Verify the endpoint and debug the first message.
Prove the gateway half before touching LibreChat: list models with your key, and confirm the ids you put in models.default appear. If that works, every remaining symptom is on the LibreChat side of the wire. Then start the stack and open the endpoint selector. The APIsRouter entry appearing at all proves the YAML loaded; the model list populating proves the fetch and the key; the first reply proves the chat path. Work through those three in order rather than all at once, because each one has a distinct failure set, the mount, the env var, and the baseURL respectively. Once messages flow, the APIsRouter console shows per-request model, token counts, and spend. A shared LibreChat instance is exactly the kind of deployment where usage quietly concentrates on two or three models, and the usage log is how you find out which ones before the invoice does.

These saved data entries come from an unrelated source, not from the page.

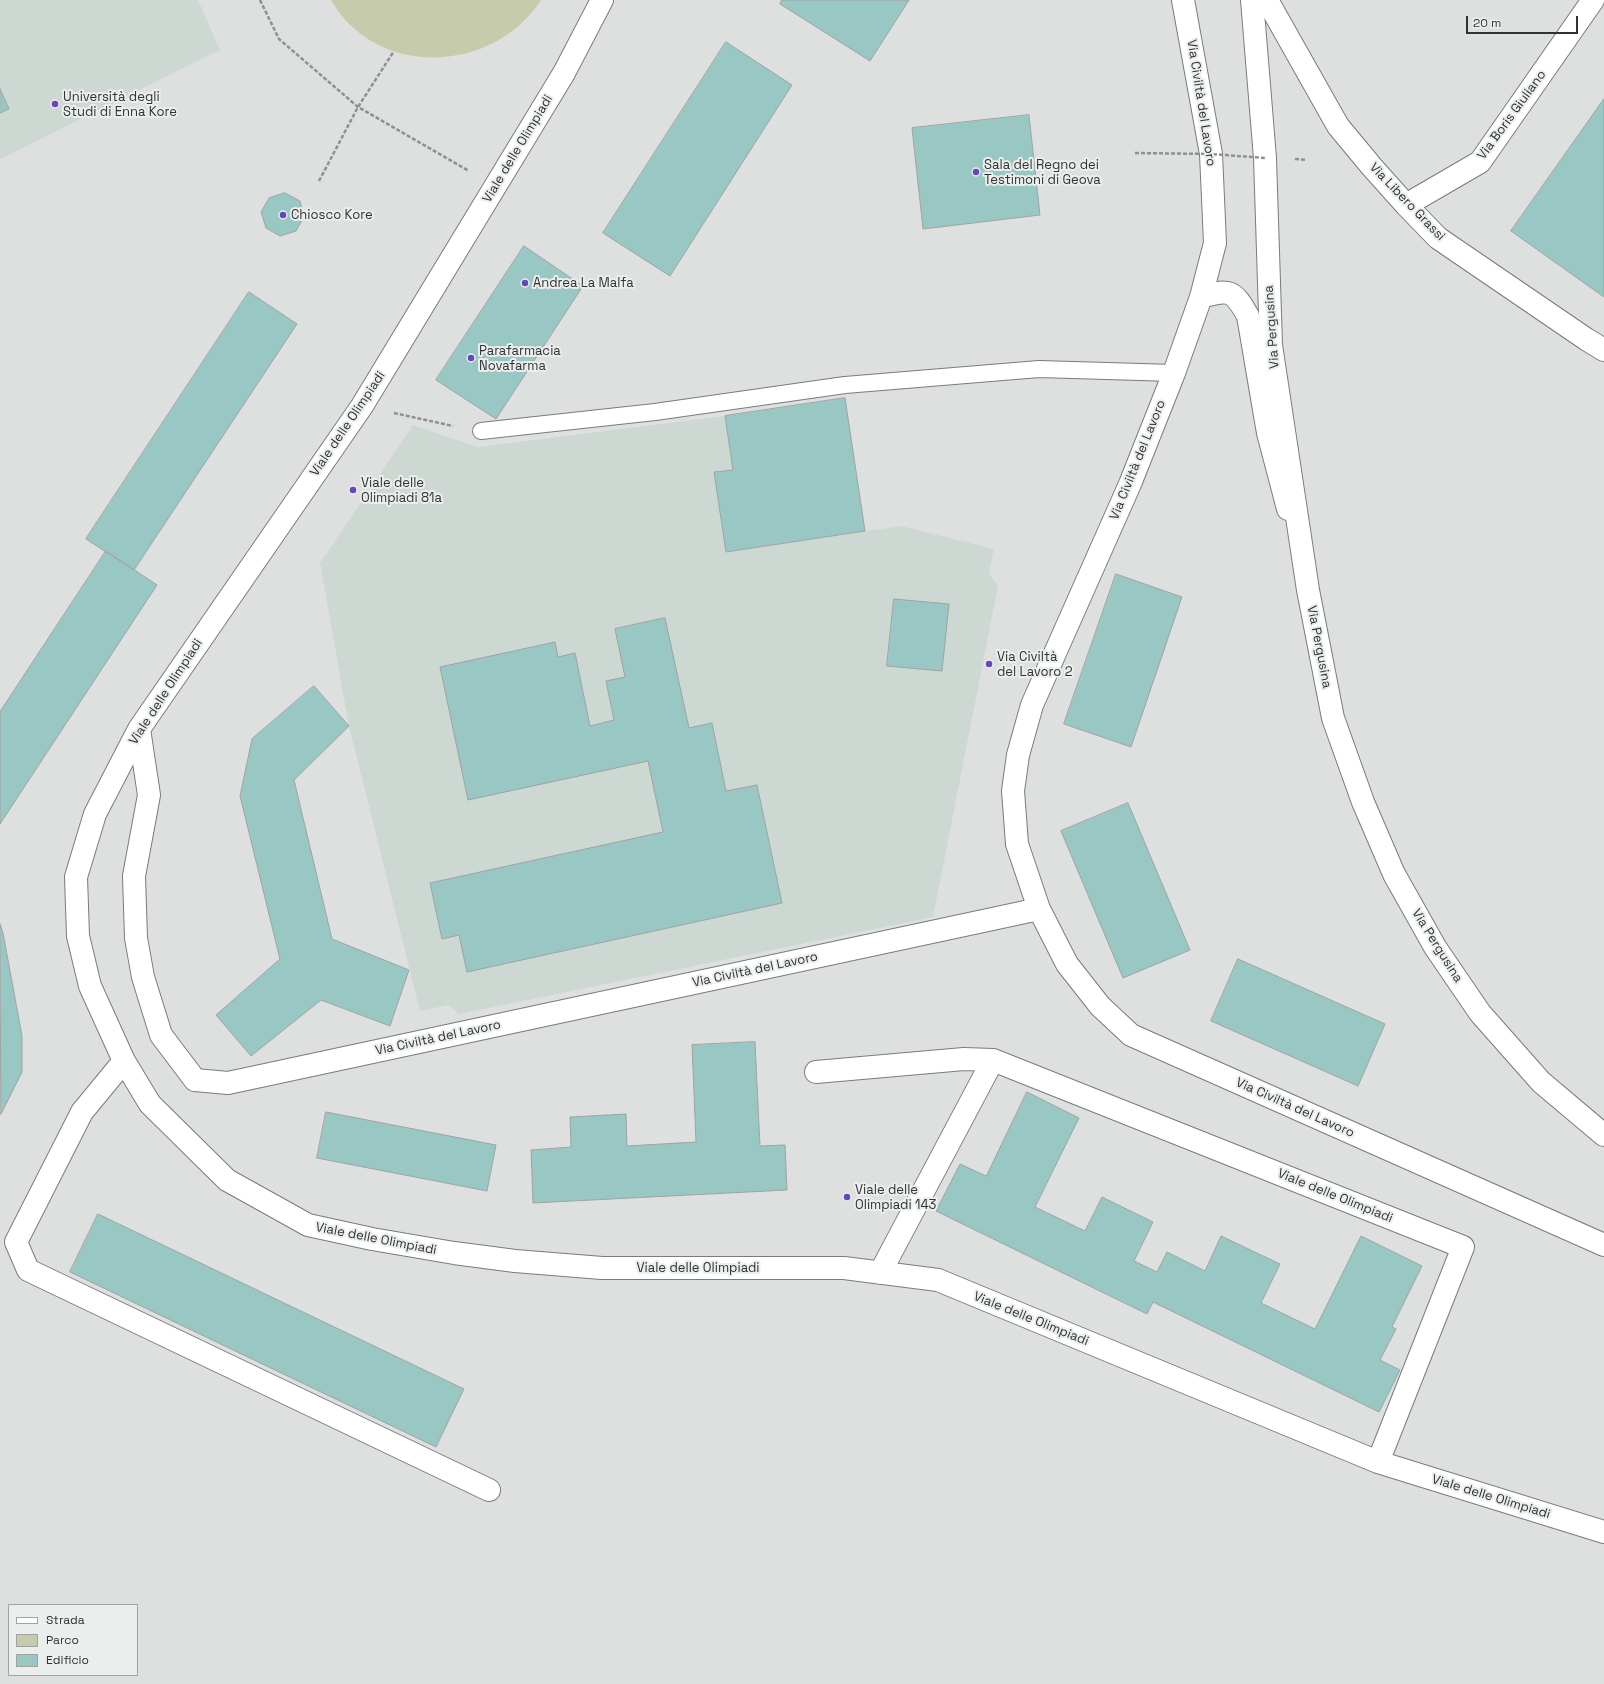 <!DOCTYPE html>
<html>
<head>
<meta charset="utf-8">
<style>
  body { margin:0 }
  #map { position:relative; width:1604px; height:1684px; overflow:hidden; background:#dde0df; font-family:"Space Grotesk",sans-serif }
  canvas { display:block }
  .legend { position:absolute; left:8px; top:1604px; width:130px; height:72px; box-sizing:border-box; background:#eaeeec; border:1px solid #a0a3a2; margin:0; padding:5px 7px; list-style:none; font-size:12px; color:#313332 }
  .legend li { display:flex; align-items:center; gap:8px; height:20px }
  .legend b { width:20px; border:1px solid #a0a3a2 }
  .scale { position:absolute; left:1466px; top:16px; width:112px; height:18px; box-sizing:border-box; border:2px solid #313332; border-top:0; padding-left:5px; font-size:12px; line-height:14px; white-space:nowrap; color:#313332; -webkit-text-stroke:3px #eaeeec; paint-order:stroke }
</style>
</head>
<body>
<div id="map">
<canvas width="1604" height="1684"></canvas>
<ul class="legend">
<li><b style="height:5px;background:#fff"></b>Strada</li>
<li><b style="height:11px;background:#c5cbab"></b>Parco</li>
<li><b style="height:11px;background:#98c7c4"></b>Edificio</li>
</ul>
<div class="scale">20 m</div>
</div>
<script>
const c = document.querySelector('canvas').getContext('2d');
c.lineJoin = 'round';
function paint(path, color) { c.fillStyle = color; c.fill(path, 'evenodd'); }
function trace(path, color, width, dash) { c.strokeStyle = color; c.lineWidth = width; c.lineCap = dash ? 'butt' : 'round'; c.setLineDash(dash || []); c.stroke(path); }
function drawText(font, color, halo, rows, align = 'center') {
  c.font = font + ' "Space Grotesk",sans-serif'; c.lineWidth = 4; c.setLineDash([]); c.textBaseline = 'middle'; c.strokeStyle = halo; c.fillStyle = color; for (const [text, x, y, turn = 0] of rows) {
    c.save(); c.translate(x, y); c.rotate((+turn || 0) * Math.PI / 180); c.textAlign = isNaN(turn) ? turn : align; if (halo) c.strokeText(text, 0, 0); c.fillText(text, 0, 0); c.restore();
  }
}
paint(new Path2D(`
  M0,0h198l22,50 -220,109z
  M725,416l8,54 -18,2 11,80 175,-26 93,23 -5,25 9,12 -65,331 -474,97 -10,-9 -29,6 -71,-285 -29,-163 93,-138 65,22z`), '#cdd8d3');
paint(new Path2D(`
  M331,0h210c-48,74 -165,79 -210,0z`), '#c5cbab');
const building = new Path2D(`
  M782,0h127l-39,61 -90,-57z
  M726,42l66,43 -122,191 -67,-43z
  M0,89l9,20 -9,4z
  M1604,99v198l-93,-66z
  M1029,115l11,100 -117,14 -11,-101z
  M285,193l15,8 4,16 -8,14 -16,5 -14,-8 -5,-16 8,-14z
  M524,246l59,40 -87,133 -60,-39z
  M249,292l48,32 -163,246 -48,-31z
  M845,398l20,133 -139,21 -12,-80 19,-2 -8,-54z
  M106,551l51,34 -157,239v-112z
  M1116,574l66,23 -51,150 -67,-23z
  M894,599l55,5 -7,67 -55,-5z
  M665,618l24,110 23,-5 14,68 31,-6 25,118 -315,69 -8,-37 -17,4 -12,-56 233,-51 -15,-71 -180,39 -28,-133 115,-25 3,15 17,-4 15,73 24,-6 -8,-39 19,-4 -10,-48z
  M314,686l35,40 -55,54 38,159 77,31 -19,56 -69,-26 -70,56 -35,-41 64,-56 -40,-163 12,-57z
  M1128,803l62,147 -67,28 -62,-147z
  M0,924l3,9 19,103v36l-21,42z
  M1238,959l147,65 -27,62 -147,-65z
  M755,1042l5,104 25,-1 2,45 -254,13 -2,-53 40,-3 -1,-30 56,-3 1,32 69,-4 -4,-97z
  M1027,1092l52,26 -44,89 50,24 17,-34 51,25 -19,39 23,11 10,-20 38,19 16,-35 59,28 -19,39 54,26 46,-93 61,30 -30,61 4,2 -16,31 20,10 -21,42 -226,-110 -6,12 -211,-103 24,-47 26,12z
  M326,1112l170,33 -9,46 -170,-33z
  M98,1214l366,175 -28,58 -366,-175z`);
paint(building, '#98c7c4');
trace(building, '#a0a3a3', 1);
const service = new Path2D(`
  M481,431l174,-19 190,-27 194,-16 135,4`);
const minor = new Path2D(`
  M602,0l-38,73 -202,333 -223,323 -44,85 -19,63 2,59 12,50 34,75 26,43 77,76 81,45 64,14 82,14 61,8 87,7h242l94,12 440,182 226,70
  M1183,0l28,154 4,89 -14,54 -27,76 -44,111 -98,221 -14,50 -5,36 4,53 22,65 28,55 33,42 31,29 473,210
  M1267,0l71,126 34,41 34,38 32,33 148,101 18,11
  M1406,205l74,-43 113,-162
  M1201,297c28,-8 32,-8 47,19l20,117 20,76
  M139,729l10,66 -15,81 2,62 7,39 18,58 34,45 33,3 811,-174
  M124,1061l-42,51 -66,130 12,28 461,220
  M816,1072l148,-13 29,1 470,187 -85,215
  M880,1273l113,-213`);
const primary = new Path2D(`
  M1252,0l13,158 6,187 37,245 25,128 30,84 31,72 41,73 45,66 61,69 63,53`);
trace(service, '#797c7b', 18);
trace(minor, '#797c7b', 24);
trace(primary, '#797c7b', 24);
trace(new Path2D(`
  M260,0l19,39 79,68 111,64
  M1295,159l12,1
  M319,181l39,-74 36,-56
  M394,413l59,13`), '#8e9190', 2.5, [4, 2]);
trace(service, '#fff', 16);
trace(minor, '#fff', 22);
trace(primary, '#fff', 22);
trace(new Path2D(`
  M1135,153l76,1 54,4`), '#8e9190', 2.5, [4, 2]);
for (const [x, y, r, color] of [
  [55,104,4,"#6845bd"],
  [976,172,4,"#6845bd"],
  [283,215,4,"#6845bd"],
  [525,283,4,"#6845bd"],
  [471,358,4,"#6845bd"],
  [353,490,4,"#6845bd"],
  [989,664,4,"#6845bd"],
  [847,1197,4,"#6845bd"]
]) { const dot = new Path2D(); dot.arc(x, y, r, 0, 2 * Math.PI); c.fillStyle = color; c.fill(dot); trace(dot, '#eaeeec', 1.5); }
drawText('13px', '#313332', '#eaeeec', [
  ["Università degli",63,97],
  ["Studi di Enna Kore",63,112],
  ["Sala del Regno dei",984,165],
  ["Testimoni di Geova",984,180],
  ["Chiosco Kore",291,215],
  ["Andrea La Malfa",533,283],
  ["Parafarmacia",479,351],
  ["Novafarma",479,366],
  ["Viale delle",361,483],
  ["Olimpiadi 81a",361,498],
  ["Via Civiltà",997,657],
  ["del Lavoro 2",997,672],
  ["Viale delle",855,1190],
  ["Olimpiadi 143",855,1205]
], 'left');
drawText('13px', '#313332', '#eaeeec', [
  ["Via Civiltà del Lavoro",1201,103,81],
  ["Via Boris Giuliano",1512,115,-54],
  ["Viale delle Olimpiadi",518,149,-59],
  ["Via Libero Grassi",1407,202,46],
  ["Via Pergusina",1272,327,-94],
  ["Viale delle Olimpiadi",348,424,-56],
  ["Via Civiltà del Lavoro",1138,460,-68],
  ["Via Pergusina",1319,647,79],
  ["Viale delle Olimpiadi",166,692,-57],
  ["Via Pergusina",1437,946,58],
  ["Via Civiltà del Lavoro",755,970,-12],
  ["Via Civiltà del Lavoro",438,1038,-12],
  ["Via Civiltà del Lavoro",1295,1108,24],
  ["Viale delle Olimpiadi",1335,1196,22],
  ["Viale delle Olimpiadi",376,1239,11],
  ["Viale delle Olimpiadi",698,1268],
  ["Viale delle Olimpiadi",1031,1319,22],
  ["Viale delle Olimpiadi",1491,1497,17]
]);
</script>
</body>
</html>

curl -s https://api.apisrouter.com/v1/models \
-H "Authorization: Bearer $APISROUTER_API_KEY" | head -50FAQ
Where do I configure a custom OpenAI-compatible endpoint in LibreChat?
In librechat.yaml under endpoints.custom, an array of provider entries with name, apiKey, baseURL, and a models block. On Docker installs the file must be bind-mounted into the container via docker-compose.override.yml or it is silently ignored.
Should the baseURL include /v1?
Yes for APIsRouter: https://api.apisrouter.com/v1. LibreChat appends route paths like /chat/completions to the base as given, so a missing /v1 produces 404s on every request.
Can one LibreChat endpoint serve Claude, GPT, and DeepSeek models together?
Yes. LibreChat forwards the selected model id as a plain string to the endpoint's baseURL. When the endpoint serves multiple vendors, one endpoints.custom entry puts all of their ids in the same dropdown, and models.fetch keeps that list current automatically.
Why is my custom endpoint missing from the selector?
The YAML did not load. On Docker the usual cause is a missing bind mount for librechat.yaml; the container runs without the file and nothing errors. Confirm the file exists inside the container, then restart, since the config is read at startup.
Why do conversation titles fail when chat works?
titleConvo uses titleModel, whose documented default is gpt-3.5-turbo, an id your endpoint may not serve. Set titleModel explicitly to a fast catalog id such as claude-haiku-4-5-20251001, or to the special value current_model.
Can each user bring their own key instead of sharing the server key?
Yes. Set apiKey to the special value user_provided and LibreChat prompts each user for a key, stored per user. That fits gateway keys well, since one key per user turns the usage log into a per-person cost view.